Apesar da Arise acontecer em outubro, Animashaun quer garantir que o evento será apresentado num formato novo e inovador daquele das Semanas de Moda de décadas anteriores. “Não estamos a tentar mostrar nada em abril ou maio porque, para nós, não faz sentido. O que quer que seja que façamos não será tão simples como meter um desfile online, mas sim sobre ter uma conversa e questionar a nossa comunidade sobre aquilo que podemos fazer para além da plataforma física de um desfile.” 

Dada a capacidade destas cidades menos estabelecidas no circuito da Moda de se manterem um passo à frente, as principais capitais da indústria deviam manter um olhar atento e observar os seus próximos passos. 

Como será a Semana de Moda do futuro? 

Para as marcas que têm a confiança suficiente para serem pioneiras neste formato, existem muitas oportunidades para mobilizar alguns dos casamentos mais inovadores entre Moda e tecnologia que têm emergido recentemente. Basta olharmos para o crescimento de influencers que são nada mais nada menos do que avatares digitais, como Lil Miquela ou Noonoouri; o fenómeno de roupa digital que está a nascer com aplicações como Drest e Ada, onde as coleções são transformadas em modelos 3D que podem ser descarregados e colocados em imagens pessoais; ou até mesmo o potencial da realidade aumentada e virtual para recriar a experiência de um desfile de Moda. Este novo reino de possibilidade para mostrar um desfile de Moda remotamente pode vir a ser um statement poderoso para aqueles que tenham a coragem de explorar este território desconhecido. 

Diversas pessoas têm vindo a discutir que o modelo do fashion-month precisa de um reset, e parece que a crise global que agora vivemos veio tomar essa decisão por elas.

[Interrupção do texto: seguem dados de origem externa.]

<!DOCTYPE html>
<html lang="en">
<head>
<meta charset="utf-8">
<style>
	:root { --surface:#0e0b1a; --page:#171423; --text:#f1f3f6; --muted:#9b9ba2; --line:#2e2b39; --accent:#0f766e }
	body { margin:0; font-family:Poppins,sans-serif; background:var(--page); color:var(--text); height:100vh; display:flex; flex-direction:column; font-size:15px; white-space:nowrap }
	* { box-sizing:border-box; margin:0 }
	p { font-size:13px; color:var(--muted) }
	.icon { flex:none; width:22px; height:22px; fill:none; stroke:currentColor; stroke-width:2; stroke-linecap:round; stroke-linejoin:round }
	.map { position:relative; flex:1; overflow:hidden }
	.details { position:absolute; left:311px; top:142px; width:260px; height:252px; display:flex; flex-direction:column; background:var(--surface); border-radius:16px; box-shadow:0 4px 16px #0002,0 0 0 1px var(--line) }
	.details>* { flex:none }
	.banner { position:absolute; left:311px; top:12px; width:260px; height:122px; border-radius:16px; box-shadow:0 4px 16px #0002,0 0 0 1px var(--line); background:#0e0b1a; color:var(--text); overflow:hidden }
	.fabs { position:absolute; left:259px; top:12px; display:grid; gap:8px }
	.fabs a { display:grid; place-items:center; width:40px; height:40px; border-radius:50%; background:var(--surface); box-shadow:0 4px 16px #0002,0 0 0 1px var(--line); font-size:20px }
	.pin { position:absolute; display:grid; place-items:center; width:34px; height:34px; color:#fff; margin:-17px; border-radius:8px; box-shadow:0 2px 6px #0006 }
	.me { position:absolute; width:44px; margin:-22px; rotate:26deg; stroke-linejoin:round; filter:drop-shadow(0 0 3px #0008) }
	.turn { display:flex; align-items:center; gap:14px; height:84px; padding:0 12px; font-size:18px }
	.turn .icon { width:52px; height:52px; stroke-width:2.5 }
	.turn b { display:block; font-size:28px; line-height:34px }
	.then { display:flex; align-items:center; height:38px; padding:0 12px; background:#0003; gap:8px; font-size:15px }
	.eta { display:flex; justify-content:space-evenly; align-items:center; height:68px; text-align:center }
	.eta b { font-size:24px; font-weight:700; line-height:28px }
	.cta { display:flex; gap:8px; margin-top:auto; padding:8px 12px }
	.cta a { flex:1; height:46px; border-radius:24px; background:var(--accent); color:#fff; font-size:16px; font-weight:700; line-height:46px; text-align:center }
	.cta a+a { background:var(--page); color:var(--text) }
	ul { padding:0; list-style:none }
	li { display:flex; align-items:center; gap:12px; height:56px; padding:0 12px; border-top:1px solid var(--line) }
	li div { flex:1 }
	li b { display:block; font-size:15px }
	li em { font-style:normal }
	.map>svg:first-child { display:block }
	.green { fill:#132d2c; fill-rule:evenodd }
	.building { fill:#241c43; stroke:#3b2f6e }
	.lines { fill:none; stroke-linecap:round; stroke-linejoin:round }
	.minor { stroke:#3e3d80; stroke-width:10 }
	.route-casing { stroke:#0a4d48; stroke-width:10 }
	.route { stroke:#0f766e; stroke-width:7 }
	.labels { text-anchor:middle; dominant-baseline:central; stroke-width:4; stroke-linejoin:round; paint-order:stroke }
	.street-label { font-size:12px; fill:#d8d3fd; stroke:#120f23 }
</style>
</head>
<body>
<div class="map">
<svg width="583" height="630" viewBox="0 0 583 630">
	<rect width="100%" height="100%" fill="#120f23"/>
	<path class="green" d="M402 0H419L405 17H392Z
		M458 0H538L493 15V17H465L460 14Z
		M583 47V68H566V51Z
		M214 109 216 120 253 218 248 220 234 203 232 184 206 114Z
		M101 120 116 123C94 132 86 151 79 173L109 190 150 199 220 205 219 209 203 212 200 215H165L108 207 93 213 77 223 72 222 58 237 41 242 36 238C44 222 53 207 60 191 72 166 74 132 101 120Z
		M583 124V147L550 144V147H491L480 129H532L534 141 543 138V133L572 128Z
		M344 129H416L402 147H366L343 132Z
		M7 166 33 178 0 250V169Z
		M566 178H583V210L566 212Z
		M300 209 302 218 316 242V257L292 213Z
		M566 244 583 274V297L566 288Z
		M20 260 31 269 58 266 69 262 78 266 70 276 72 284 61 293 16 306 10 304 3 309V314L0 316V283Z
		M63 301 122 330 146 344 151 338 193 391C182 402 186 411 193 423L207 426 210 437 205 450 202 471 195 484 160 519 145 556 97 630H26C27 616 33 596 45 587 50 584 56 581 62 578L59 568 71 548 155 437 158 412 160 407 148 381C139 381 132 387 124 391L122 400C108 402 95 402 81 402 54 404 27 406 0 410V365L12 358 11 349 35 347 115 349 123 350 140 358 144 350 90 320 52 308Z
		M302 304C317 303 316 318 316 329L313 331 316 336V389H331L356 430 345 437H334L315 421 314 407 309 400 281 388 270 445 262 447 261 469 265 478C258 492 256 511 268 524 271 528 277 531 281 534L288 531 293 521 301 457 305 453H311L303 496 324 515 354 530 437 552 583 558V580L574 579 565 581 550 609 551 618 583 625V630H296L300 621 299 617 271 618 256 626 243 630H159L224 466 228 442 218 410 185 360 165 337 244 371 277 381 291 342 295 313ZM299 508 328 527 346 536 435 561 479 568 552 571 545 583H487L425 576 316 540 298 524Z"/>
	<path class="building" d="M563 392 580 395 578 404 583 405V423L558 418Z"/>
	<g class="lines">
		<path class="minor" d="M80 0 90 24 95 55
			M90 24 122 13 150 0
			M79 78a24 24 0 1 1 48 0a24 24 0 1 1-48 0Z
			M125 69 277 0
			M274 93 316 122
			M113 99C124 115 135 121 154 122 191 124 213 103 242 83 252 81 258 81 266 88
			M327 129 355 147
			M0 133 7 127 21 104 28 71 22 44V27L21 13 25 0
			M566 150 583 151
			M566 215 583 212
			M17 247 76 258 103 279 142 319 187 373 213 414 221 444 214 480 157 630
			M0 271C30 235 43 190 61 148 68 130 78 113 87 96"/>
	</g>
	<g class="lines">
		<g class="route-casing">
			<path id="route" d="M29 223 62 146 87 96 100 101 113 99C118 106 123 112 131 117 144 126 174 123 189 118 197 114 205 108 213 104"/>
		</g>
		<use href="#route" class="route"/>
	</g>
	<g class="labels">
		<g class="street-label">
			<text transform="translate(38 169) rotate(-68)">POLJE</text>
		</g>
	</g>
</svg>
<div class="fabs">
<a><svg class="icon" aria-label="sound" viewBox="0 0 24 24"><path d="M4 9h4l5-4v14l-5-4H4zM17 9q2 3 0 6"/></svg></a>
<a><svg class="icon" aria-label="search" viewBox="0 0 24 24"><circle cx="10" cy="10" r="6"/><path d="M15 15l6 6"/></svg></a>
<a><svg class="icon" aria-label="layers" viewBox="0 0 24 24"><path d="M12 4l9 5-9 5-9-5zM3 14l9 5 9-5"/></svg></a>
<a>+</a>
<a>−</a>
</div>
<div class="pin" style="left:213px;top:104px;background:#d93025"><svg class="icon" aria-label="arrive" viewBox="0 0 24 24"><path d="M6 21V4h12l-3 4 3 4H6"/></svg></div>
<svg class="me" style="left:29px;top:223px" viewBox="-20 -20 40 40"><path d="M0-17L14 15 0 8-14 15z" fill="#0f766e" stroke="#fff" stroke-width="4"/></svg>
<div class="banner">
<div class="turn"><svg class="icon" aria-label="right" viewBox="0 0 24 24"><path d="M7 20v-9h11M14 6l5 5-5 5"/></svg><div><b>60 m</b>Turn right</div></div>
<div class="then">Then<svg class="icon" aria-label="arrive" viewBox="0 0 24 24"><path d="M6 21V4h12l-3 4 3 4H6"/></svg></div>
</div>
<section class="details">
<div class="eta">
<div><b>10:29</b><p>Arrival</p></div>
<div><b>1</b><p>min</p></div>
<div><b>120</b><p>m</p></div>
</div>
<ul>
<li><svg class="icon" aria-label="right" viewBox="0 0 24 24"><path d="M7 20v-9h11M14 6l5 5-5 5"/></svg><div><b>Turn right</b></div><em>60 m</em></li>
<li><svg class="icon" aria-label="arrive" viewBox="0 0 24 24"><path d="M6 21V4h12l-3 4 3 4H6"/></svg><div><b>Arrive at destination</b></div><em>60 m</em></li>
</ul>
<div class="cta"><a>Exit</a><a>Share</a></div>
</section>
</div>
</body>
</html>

Mas as medidas introduzidas para garantir que o espetáculo continua não serão apenas remendos rápidos. Com o impacto económico que o Covid-19 terá na indústria da Moda, as decisões que forem tomadas hoje poderão vir a reestruturar o modelo da Semana de Moda nos próximos anos – e aqueles que estão dispostos a tirar tempo para pensar profundamente sobre estas novas oportunidades e aproveitar o seu potencial ao máximo vão sair disto mais fortes do que nunca.